# [About this task]
If a line in the records below contains the word "direction", copy it.

Entries taken from a collection
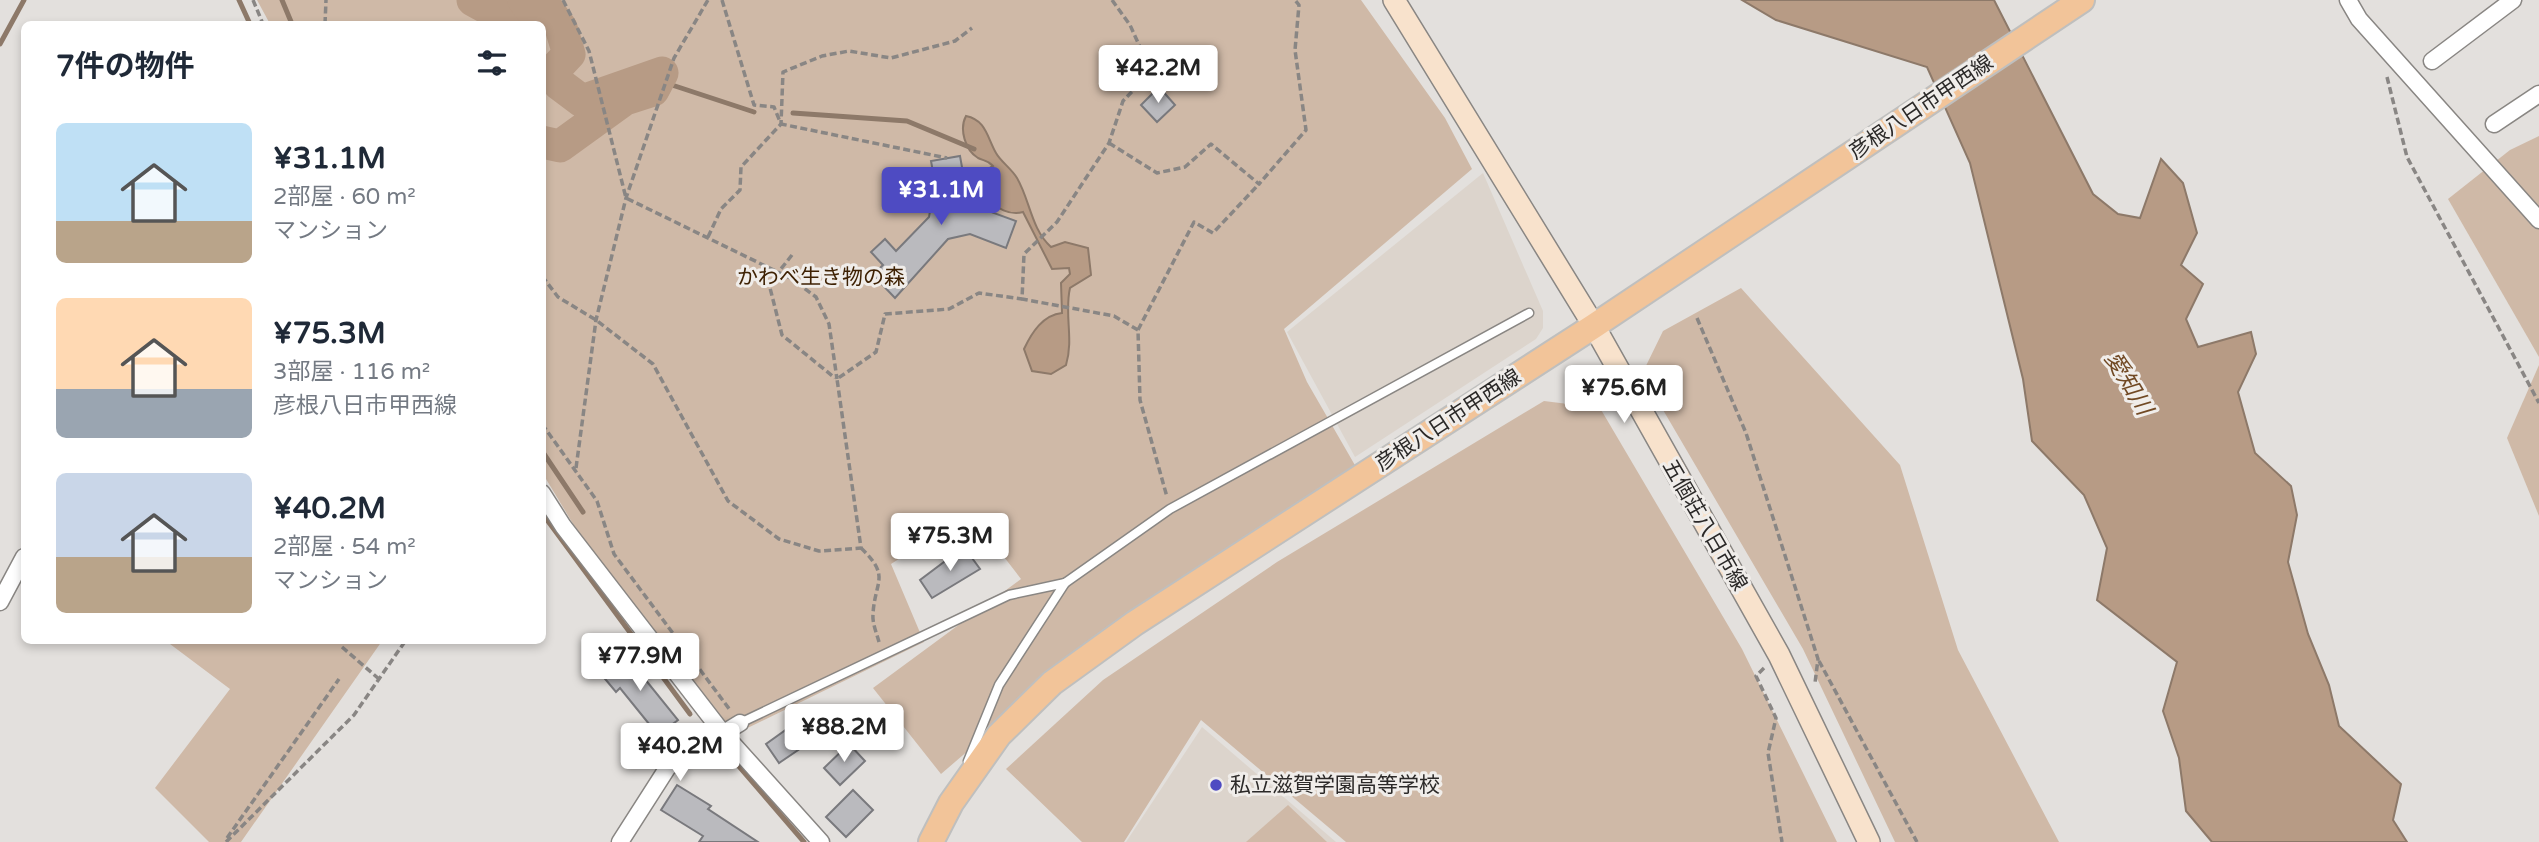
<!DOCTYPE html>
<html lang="ja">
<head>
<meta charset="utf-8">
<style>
  :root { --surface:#fff; --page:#f2f2f3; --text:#1f2937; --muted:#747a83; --accent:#4e4bc2 }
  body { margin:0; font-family:"Varela Round","Noto Sans JP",sans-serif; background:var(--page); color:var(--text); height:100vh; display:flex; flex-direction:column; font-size:26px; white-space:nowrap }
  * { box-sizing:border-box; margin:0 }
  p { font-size:23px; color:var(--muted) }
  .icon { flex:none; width:38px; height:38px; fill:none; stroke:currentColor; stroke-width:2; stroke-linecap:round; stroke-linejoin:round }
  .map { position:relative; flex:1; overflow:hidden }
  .panel { position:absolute; left:21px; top:21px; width:525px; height:623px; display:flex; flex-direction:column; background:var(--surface); border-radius:10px; box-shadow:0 4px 10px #0003 }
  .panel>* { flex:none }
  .price { position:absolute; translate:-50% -60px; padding:0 16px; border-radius:7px; background:#fff; color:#222; font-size:23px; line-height:46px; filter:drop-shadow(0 2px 4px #0008) }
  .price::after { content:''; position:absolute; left:50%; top:42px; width:21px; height:16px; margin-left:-10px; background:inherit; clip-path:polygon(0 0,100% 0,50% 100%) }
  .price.current { background:var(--accent); color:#fff }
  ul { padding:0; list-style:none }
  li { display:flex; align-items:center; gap:21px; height:175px; padding:0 35px }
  li span { display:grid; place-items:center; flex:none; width:196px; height:140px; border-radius:10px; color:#555 }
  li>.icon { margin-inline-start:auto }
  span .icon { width:84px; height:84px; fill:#fffc; stroke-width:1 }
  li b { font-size:30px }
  h2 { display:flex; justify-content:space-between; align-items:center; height:84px; padding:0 35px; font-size:30px }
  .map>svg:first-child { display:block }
</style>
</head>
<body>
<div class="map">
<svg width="2539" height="842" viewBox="0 0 2539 842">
  <rect width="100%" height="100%" fill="#e3e0dd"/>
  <g fill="#dcd4cc">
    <path d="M1483,173L1543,311V328L1536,339L1355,457L1287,332Z"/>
    <path d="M1202,727L1336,842H1126Z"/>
  </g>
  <g fill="#cfb9a7">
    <path d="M257,0H1361L1445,118L1472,169L1284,329L1307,382L1356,467L1238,541L1076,658L941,774L873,688L1021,579L970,513L891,564L924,642L733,735L681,664L602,572L543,474L542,24H270Z"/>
    <path d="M2539,136V357L2448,199L2510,150Z"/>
    <path d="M1741,288L1900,465L1958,650L2059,842H1895L1803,649L1642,374L1663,331Z"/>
    <path d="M2539,365V516L2507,438Z"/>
    <path d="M1544,401L1600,408L1742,649L1837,842H1346L1201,720L1124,842H1082L1006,769L1103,680L1277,562Z"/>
    <path d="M166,641H382L241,842H209L155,788L230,689Z"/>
    <path d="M1288,805L1327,842H1246Z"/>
  </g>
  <g fill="#b79b85" stroke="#8d7969" stroke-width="2">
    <path d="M1742,0H1994L2093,194L2118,214L2140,218L2161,159L2183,183L2197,233L2181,265L2203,284L2186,319L2198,347L2251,332L2256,354L2238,392L2255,453L2291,486L2297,515L2288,562L2308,634L2329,685L2339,726L2401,784L2393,820L2407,842H2212L2186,811L2179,758L2163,711L2177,662L2097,600L2107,548L2084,495L2032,441L2023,379L1970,163L1927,67L1776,20Z"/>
    <path d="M966,116C986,120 987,137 996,153C1001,162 1011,168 1017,178C1030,200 1031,229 1051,247L1065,242L1088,248L1091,275L1070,288C1064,314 1074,339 1066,365L1051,374L1032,371L1024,349C1032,332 1043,315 1062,313L1061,283L1070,274L1069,268L1052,269L1023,212C998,220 963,181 993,166C988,160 984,161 978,158C965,150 959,129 966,116Z"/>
  </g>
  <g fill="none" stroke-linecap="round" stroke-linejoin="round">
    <g stroke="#8d7969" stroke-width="5">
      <path d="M239,0L250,24"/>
      <path d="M282,0L292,24"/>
      <path d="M0,44L24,0"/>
      <path d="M675,86L754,112"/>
      <path d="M793,113L907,121L974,149"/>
      <path d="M542,451L583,512"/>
      <path d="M542,513L690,714"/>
      <path d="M724,749L804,842"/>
    </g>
    <g stroke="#b79b85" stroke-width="33">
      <path d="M473,0L517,24"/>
      <path d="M524,0L529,7L545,6L561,28L569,54L554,70L558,83L582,101L662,73L653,90L625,99L560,146L542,142"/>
    </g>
  </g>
  <g fill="#bababe" stroke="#79797d" stroke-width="2">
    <path d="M1159,87L1175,105L1157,122L1141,105Z"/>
    <path d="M960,156L965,184L982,202L980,208L1016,221L1006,248L970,234L948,239L895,298L873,275L883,265L871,252L885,239L896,251L929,217L935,183L931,161Z"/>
    <path d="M964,547L980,569L932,598L920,580Z"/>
    <path d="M627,652L642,671L640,673L678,720L658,735L620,688L616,692L601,674Z"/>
    <path d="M794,724L807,744L779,763L766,744Z"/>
    <path d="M849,744L865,761L840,785L824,768Z"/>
    <path d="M677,785L711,806L708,809L758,842H699L703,836L661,810Z"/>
    <path d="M853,790L873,810L846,837L826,817Z"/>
  </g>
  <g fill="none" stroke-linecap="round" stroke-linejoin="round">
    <defs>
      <g id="service">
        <path d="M740,723L1009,595L1065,583L1170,509L1529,313"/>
        <path d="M968,761L999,685L1065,583"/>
      </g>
      <g id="minor">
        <path d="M2348,0L2359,19L2539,220"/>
        <path d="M2432,61L2513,0"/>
        <path d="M2494,124L2539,94"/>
        <path d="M542,493L563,526L722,732L821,842"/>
        <path d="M0,602L24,557"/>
        <path d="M620,842L668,767L740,723"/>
      </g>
      <path id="secondary" d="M1394,0L1594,326L1779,655L1869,842"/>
      <path id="primary" d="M931,842L951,803L999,735L1052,683L1135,623L1594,326L2082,0"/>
    </defs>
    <use href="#service" stroke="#898683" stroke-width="11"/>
    <use href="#minor" stroke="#898683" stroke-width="19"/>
    <use href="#secondary" stroke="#898683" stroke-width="24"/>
    <use href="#primary" stroke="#bfbfbe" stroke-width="28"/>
    <g stroke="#898684" stroke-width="3.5" stroke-dasharray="7 3.5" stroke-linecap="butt">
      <path d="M253,0L263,24"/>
      <path d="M563,0L589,51L626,198L792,279L816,297L829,324L837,379"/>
      <path d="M722,0L754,105L774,107L781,124L947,158"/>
      <path d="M1112,0L1130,25L1144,56L1143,80L1123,101L1109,143L1057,222L1024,254L1022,299L1114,316L1138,330L1140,400L1167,497"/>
      <path d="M325,24L326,0"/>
      <path d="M2387,77L2407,157L2539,403"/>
      <path d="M1109,143L1157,173L1185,167L1211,144L1259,184L1306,130L1295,50L1299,5L1295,0"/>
      <path d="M542,220V221"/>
      <path d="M708,237L721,209L740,190L741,167L781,124L783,72L822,56L849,51L891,58L955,41L972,28"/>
      <path d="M792,255L769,284L782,335L835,378"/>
      <path d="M542,276L558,297L596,320L653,364L728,501L779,539L819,551L861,548L837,379L876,352L885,314L949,309L979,293L1022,299"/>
      <path d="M1697,318L1746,433L1818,659L1815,683"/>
      <path d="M1138,330L1194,222L1213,233L1259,184"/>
      <path d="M542,424L597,501L614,554L730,710"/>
      <path d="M576,468L596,320L626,198L674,58L708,0"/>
      <path d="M861,548C891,577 875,580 873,614C872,623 877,634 879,642"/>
      <path d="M342,647L379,679"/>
      <path d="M1819,661L1917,842"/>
      <path d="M1764,668L1756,676L1776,718L1768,753L1782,842"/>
      <path d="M227,838L339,679"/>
      <path d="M226,842L354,715L406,640"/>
    </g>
    <use href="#service" stroke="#fff" stroke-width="8"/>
    <use href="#minor" stroke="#fff" stroke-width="16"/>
    <use href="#secondary" stroke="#f8e2cc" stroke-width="21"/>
    <use href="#primary" stroke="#f2c499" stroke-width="24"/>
  </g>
  <circle fill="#4e4bc2" stroke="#f0edea" stroke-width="2.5" cx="1216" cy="785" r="7"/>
  <g text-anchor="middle" stroke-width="6" stroke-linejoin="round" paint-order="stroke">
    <g font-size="21" fill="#2b2928" stroke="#f0edea">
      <text transform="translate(1921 107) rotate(-34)" y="7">彦根八日市甲西線</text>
      <text transform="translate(1448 420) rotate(-33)" y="7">彦根八日市甲西線</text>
      <text transform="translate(1705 525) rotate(60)" y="7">五個荘八日市線</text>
    </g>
    <g font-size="21" fill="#3e2103" stroke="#f0edea">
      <text x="821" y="284">かわべ生き物の森</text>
    </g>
    <g font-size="21" fill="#2b2928" stroke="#f0edea" text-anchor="start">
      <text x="1230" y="792">私立滋賀学園高等学校</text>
    </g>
    <g font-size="23" font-style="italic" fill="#714924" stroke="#f0edea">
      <text transform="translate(2129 383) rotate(59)" y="8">愛知川</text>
    </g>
  </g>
</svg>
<b class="price" style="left:1158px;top:105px">¥42.2M</b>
<b class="price current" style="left:941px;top:227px">¥31.1M</b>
<b class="price" style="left:1624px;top:425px">¥75.6M</b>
<b class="price" style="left:950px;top:573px">¥75.3M</b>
<b class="price" style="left:640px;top:693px">¥77.9M</b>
<b class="price" style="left:844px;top:764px">¥88.2M</b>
<b class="price" style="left:680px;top:783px">¥40.2M</b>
<section class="panel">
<h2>7件の物件<svg class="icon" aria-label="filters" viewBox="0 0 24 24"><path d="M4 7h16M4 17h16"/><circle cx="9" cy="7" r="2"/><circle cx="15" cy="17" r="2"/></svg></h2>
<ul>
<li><span style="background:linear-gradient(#bfe0f5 70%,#b9a48a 0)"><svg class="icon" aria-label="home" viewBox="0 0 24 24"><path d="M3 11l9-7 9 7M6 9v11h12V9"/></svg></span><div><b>¥31.1M</b><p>2部屋 · 60 m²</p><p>マンション</p></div></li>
<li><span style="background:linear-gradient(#ffd9b3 65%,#9aa5b1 0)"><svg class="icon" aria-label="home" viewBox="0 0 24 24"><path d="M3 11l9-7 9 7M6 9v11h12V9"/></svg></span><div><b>¥75.3M</b><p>3部屋 · 116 m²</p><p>彦根八日市甲西線</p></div></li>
<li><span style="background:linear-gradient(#c9d6e8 60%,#b9a48a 0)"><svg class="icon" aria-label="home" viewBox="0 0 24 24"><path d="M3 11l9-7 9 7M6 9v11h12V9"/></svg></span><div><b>¥40.2M</b><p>2部屋 · 54 m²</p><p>マンション</p></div></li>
</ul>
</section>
</div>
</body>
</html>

# [Answer]
  body { margin:0; font-family:"Varela Round","Noto Sans JP",sans-serif; background:var(--page); color:var(--text); height:100vh; display:flex; flex-direction:column; font-size:26px; white-space:nowrap }
  .panel { position:absolute; left:21px; top:21px; width:525px; height:623px; display:flex; flex-direction:column; background:var(--surface); border-radius:10px; box-shadow:0 4px 10px #0003 }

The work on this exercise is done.